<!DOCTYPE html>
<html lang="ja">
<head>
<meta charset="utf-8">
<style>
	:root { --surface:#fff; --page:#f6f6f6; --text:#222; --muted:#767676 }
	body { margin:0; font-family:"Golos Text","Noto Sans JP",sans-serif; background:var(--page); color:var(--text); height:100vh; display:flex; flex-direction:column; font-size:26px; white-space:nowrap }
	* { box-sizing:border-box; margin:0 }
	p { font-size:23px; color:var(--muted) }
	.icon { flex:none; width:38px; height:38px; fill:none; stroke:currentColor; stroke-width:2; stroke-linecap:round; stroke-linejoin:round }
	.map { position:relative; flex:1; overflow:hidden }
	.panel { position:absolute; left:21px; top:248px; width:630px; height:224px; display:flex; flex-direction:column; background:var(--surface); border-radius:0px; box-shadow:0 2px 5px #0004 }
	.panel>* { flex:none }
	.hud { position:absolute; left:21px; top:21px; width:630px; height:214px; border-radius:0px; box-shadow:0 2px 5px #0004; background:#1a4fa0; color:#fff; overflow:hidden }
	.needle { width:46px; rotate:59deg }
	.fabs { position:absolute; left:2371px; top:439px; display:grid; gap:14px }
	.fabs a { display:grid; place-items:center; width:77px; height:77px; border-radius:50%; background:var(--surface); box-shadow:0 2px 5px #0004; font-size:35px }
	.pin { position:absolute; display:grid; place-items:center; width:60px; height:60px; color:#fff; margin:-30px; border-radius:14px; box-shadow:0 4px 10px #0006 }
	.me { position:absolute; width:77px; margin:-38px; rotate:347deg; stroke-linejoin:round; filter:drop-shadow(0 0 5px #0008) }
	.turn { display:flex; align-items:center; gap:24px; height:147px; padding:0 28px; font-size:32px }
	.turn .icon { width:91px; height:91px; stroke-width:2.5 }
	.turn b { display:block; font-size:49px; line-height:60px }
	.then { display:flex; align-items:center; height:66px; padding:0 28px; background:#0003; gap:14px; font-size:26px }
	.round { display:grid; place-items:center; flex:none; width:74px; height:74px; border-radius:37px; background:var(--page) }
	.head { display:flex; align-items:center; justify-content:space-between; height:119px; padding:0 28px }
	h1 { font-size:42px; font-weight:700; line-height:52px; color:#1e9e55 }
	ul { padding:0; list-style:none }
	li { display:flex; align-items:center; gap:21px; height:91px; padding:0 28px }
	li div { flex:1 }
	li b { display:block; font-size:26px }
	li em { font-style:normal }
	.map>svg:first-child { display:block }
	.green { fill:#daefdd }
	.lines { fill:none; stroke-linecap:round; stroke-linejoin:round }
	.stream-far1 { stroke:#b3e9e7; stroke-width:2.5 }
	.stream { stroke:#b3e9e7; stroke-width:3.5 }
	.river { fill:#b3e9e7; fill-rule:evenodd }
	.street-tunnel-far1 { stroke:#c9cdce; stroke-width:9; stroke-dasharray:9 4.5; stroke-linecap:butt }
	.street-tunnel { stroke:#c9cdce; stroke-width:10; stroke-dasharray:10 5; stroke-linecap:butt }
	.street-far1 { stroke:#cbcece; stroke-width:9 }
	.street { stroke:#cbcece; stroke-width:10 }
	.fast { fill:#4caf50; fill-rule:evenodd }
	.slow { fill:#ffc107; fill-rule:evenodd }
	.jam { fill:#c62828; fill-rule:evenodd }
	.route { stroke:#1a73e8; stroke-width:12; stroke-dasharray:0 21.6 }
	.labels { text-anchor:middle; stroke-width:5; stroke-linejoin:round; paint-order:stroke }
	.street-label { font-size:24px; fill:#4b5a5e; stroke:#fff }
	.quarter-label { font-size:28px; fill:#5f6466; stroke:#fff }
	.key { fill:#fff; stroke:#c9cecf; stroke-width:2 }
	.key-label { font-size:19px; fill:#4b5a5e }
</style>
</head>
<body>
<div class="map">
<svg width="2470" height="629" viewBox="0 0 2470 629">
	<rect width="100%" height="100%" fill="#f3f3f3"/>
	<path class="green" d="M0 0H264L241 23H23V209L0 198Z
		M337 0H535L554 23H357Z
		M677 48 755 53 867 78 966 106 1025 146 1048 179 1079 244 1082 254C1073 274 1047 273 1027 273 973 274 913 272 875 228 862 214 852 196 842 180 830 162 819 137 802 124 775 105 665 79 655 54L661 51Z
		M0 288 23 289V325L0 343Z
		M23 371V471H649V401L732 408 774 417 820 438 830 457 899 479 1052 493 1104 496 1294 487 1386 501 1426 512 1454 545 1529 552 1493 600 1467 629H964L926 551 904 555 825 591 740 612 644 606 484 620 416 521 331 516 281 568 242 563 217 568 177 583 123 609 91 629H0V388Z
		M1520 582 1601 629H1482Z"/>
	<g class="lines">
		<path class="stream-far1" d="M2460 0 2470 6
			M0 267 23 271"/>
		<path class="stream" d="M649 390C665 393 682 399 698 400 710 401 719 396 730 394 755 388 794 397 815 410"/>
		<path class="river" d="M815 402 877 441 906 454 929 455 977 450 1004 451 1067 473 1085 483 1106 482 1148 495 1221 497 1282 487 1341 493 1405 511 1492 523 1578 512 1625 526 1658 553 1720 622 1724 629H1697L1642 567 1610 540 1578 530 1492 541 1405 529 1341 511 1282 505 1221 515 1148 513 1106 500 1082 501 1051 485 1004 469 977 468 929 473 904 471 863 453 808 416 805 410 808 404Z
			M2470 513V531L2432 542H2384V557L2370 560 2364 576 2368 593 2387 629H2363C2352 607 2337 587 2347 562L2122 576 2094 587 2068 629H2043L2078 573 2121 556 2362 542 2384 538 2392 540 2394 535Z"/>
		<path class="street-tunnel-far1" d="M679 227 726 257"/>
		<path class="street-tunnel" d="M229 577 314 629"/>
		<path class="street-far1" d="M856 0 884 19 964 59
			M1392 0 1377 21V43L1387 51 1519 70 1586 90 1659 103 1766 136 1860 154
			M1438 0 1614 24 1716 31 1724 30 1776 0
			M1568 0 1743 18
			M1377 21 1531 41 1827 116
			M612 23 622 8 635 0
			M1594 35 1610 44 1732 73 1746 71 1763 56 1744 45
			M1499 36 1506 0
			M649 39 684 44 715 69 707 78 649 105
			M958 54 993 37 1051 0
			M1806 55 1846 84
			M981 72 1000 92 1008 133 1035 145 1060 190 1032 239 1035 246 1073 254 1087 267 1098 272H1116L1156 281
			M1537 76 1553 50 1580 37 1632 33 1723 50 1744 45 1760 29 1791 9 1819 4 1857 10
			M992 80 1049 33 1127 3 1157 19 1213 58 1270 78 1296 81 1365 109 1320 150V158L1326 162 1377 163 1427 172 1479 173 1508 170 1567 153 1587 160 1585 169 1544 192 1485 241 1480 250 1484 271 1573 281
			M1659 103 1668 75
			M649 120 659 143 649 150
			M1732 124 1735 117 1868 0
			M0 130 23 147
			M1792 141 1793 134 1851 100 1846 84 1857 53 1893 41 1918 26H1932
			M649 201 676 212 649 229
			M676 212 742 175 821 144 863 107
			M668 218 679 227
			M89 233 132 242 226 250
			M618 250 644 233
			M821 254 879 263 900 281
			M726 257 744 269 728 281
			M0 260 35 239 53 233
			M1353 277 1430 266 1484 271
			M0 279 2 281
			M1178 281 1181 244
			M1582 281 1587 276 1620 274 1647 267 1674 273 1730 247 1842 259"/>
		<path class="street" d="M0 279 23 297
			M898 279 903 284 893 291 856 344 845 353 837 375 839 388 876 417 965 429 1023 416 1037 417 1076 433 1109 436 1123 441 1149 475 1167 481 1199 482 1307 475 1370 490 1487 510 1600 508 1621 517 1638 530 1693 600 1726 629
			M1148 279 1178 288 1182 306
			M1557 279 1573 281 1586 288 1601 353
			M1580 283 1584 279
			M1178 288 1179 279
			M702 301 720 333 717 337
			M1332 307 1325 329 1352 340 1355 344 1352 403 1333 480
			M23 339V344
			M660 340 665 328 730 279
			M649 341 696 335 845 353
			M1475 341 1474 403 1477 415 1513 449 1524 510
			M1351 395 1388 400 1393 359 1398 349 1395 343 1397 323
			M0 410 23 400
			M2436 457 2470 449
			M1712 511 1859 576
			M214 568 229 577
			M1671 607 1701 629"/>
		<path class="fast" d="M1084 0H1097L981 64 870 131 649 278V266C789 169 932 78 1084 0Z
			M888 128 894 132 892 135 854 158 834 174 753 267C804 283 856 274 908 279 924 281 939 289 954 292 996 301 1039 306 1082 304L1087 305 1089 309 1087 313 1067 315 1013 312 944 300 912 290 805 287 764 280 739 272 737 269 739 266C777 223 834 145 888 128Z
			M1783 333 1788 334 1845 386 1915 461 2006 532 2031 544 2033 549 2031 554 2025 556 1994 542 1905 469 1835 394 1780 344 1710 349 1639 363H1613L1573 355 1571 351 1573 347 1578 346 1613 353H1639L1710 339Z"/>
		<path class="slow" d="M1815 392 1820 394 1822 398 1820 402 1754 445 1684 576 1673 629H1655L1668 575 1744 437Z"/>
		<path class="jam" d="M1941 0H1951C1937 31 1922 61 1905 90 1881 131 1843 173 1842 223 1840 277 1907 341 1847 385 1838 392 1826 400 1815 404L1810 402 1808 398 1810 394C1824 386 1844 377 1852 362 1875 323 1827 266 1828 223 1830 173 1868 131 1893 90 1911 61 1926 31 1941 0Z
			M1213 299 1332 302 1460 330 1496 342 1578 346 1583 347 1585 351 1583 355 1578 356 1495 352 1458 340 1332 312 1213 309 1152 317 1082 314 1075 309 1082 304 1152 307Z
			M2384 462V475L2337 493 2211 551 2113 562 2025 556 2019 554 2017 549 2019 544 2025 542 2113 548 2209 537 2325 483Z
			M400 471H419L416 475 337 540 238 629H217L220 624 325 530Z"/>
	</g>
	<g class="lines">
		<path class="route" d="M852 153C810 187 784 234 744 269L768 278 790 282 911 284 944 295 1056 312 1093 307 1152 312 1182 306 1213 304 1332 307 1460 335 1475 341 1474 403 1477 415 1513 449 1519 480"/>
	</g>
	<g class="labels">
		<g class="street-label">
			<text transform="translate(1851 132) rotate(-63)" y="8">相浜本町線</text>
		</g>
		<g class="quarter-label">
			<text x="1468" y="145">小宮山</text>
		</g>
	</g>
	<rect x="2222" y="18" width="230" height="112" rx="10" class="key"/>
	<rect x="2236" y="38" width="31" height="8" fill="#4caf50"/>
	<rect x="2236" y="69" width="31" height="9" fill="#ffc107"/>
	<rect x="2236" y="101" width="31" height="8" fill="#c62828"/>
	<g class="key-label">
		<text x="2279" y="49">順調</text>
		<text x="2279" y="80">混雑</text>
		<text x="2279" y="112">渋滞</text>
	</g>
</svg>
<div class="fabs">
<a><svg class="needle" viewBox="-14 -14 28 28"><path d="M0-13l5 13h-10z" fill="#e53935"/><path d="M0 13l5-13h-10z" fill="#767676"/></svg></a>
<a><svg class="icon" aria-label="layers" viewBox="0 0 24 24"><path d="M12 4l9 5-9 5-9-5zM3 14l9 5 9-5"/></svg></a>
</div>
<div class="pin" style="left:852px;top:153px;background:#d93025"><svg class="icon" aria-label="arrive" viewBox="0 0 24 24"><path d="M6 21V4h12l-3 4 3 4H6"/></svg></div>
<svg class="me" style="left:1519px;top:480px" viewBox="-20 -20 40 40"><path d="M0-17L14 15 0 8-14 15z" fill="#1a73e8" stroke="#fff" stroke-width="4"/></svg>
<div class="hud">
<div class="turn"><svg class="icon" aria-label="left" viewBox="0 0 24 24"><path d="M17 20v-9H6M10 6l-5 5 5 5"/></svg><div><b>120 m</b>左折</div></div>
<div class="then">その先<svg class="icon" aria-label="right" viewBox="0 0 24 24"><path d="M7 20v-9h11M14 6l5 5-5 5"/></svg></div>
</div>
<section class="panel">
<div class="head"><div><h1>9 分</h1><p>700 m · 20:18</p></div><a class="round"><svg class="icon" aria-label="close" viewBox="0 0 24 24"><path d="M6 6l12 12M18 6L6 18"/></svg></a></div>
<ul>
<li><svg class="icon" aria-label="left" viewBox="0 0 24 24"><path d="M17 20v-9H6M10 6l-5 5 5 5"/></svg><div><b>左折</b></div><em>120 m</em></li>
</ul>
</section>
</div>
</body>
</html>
--
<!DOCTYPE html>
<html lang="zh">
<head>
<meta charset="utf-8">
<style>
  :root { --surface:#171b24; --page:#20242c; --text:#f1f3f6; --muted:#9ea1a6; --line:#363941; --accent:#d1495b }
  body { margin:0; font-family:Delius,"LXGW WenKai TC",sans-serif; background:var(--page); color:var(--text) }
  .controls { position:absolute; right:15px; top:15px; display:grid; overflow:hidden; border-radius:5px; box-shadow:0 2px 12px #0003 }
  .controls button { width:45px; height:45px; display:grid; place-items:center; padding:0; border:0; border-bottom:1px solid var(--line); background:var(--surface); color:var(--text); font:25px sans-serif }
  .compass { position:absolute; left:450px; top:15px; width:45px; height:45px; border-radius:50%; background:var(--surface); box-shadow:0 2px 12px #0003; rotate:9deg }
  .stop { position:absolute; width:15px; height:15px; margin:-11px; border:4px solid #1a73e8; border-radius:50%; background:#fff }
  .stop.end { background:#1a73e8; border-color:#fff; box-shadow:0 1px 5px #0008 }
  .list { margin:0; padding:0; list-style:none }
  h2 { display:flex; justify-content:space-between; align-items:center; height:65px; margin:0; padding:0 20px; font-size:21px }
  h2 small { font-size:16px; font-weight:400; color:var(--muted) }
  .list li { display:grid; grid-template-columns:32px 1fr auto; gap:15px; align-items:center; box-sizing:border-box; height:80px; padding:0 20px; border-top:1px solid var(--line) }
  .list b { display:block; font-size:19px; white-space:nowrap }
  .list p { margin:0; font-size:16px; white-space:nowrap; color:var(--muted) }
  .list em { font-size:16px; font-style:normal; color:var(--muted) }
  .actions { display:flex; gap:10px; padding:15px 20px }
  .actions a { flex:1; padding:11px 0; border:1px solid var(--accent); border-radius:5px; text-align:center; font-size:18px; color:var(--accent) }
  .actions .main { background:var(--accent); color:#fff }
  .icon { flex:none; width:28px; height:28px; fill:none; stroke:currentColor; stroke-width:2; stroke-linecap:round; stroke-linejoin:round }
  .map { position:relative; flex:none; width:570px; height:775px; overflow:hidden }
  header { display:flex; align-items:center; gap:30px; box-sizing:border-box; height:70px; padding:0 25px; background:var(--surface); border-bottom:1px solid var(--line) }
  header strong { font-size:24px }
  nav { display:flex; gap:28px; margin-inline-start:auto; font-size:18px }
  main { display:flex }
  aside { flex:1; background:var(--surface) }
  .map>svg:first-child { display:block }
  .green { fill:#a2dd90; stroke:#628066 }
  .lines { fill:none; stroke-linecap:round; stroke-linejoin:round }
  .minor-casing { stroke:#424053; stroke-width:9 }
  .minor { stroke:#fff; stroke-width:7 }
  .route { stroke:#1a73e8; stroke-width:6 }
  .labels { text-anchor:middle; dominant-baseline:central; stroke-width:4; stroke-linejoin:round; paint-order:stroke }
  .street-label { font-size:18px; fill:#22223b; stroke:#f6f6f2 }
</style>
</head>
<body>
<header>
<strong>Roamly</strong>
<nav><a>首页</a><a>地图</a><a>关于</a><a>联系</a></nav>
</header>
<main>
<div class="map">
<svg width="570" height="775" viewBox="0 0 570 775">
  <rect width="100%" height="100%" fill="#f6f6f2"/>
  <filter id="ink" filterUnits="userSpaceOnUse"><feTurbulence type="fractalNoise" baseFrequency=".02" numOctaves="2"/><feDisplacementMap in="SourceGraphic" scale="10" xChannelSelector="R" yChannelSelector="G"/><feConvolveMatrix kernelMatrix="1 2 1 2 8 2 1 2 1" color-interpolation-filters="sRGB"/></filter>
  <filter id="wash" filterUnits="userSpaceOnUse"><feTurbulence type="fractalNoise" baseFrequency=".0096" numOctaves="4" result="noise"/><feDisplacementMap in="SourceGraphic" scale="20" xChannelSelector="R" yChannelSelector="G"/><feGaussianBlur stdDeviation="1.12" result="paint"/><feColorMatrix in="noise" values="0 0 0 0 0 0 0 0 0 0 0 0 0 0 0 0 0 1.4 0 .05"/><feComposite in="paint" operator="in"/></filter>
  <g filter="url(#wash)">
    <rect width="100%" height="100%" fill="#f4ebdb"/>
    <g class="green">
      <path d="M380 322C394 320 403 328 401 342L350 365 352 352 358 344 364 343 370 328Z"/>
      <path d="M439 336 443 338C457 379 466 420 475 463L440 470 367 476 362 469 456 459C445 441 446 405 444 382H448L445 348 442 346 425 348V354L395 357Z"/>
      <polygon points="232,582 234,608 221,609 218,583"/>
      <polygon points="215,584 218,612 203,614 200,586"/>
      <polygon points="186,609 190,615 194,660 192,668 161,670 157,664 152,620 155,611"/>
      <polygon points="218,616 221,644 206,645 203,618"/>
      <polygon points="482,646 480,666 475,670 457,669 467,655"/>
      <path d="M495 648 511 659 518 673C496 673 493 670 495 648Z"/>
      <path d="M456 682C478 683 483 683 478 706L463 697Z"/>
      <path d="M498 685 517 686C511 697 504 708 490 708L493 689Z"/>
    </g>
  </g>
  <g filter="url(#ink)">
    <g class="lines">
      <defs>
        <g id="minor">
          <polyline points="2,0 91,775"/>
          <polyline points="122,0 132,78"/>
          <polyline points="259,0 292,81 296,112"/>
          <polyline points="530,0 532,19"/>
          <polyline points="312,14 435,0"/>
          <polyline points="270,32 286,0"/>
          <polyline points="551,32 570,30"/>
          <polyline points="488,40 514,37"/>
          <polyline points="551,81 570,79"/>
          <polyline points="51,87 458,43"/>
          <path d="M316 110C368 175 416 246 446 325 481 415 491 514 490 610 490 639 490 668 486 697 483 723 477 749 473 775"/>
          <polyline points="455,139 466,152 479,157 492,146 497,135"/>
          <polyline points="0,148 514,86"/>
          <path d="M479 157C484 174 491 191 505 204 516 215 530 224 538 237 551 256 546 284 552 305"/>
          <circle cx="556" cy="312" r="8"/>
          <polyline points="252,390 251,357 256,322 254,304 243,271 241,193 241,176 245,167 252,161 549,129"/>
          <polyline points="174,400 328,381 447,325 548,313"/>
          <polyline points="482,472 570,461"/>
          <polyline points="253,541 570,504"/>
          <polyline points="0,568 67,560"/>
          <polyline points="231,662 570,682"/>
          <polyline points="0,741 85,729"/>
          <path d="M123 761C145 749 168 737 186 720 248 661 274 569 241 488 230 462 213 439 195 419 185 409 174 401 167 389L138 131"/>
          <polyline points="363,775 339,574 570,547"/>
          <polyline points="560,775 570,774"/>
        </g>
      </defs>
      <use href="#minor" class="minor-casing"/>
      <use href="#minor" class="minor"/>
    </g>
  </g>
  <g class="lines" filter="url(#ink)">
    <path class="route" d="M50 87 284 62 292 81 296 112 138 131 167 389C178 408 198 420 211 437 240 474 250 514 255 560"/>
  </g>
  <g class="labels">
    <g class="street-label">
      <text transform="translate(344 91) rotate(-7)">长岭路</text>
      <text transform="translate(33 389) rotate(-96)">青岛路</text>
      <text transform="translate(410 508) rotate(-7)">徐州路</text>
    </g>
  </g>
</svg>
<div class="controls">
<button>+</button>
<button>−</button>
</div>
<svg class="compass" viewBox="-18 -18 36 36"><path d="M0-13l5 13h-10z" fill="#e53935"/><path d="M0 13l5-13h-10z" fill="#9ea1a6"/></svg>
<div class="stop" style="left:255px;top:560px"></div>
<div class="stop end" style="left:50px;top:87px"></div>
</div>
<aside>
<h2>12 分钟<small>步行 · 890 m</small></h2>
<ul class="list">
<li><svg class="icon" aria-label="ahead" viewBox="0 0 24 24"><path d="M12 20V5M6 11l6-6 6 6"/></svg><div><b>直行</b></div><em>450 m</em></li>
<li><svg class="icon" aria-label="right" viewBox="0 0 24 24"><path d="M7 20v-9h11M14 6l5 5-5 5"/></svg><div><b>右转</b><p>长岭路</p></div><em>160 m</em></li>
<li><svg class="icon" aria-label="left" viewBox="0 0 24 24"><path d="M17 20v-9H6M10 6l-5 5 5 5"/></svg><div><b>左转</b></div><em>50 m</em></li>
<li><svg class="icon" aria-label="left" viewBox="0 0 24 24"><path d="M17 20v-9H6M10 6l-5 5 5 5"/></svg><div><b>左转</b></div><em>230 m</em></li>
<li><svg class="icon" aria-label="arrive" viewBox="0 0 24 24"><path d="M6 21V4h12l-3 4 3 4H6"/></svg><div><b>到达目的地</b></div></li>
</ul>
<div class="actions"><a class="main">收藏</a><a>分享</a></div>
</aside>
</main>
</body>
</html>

● **What the task asks**:
Your reply must be one number: the count of lines in the records above that contain the string "normal".

● **Answer space**:
2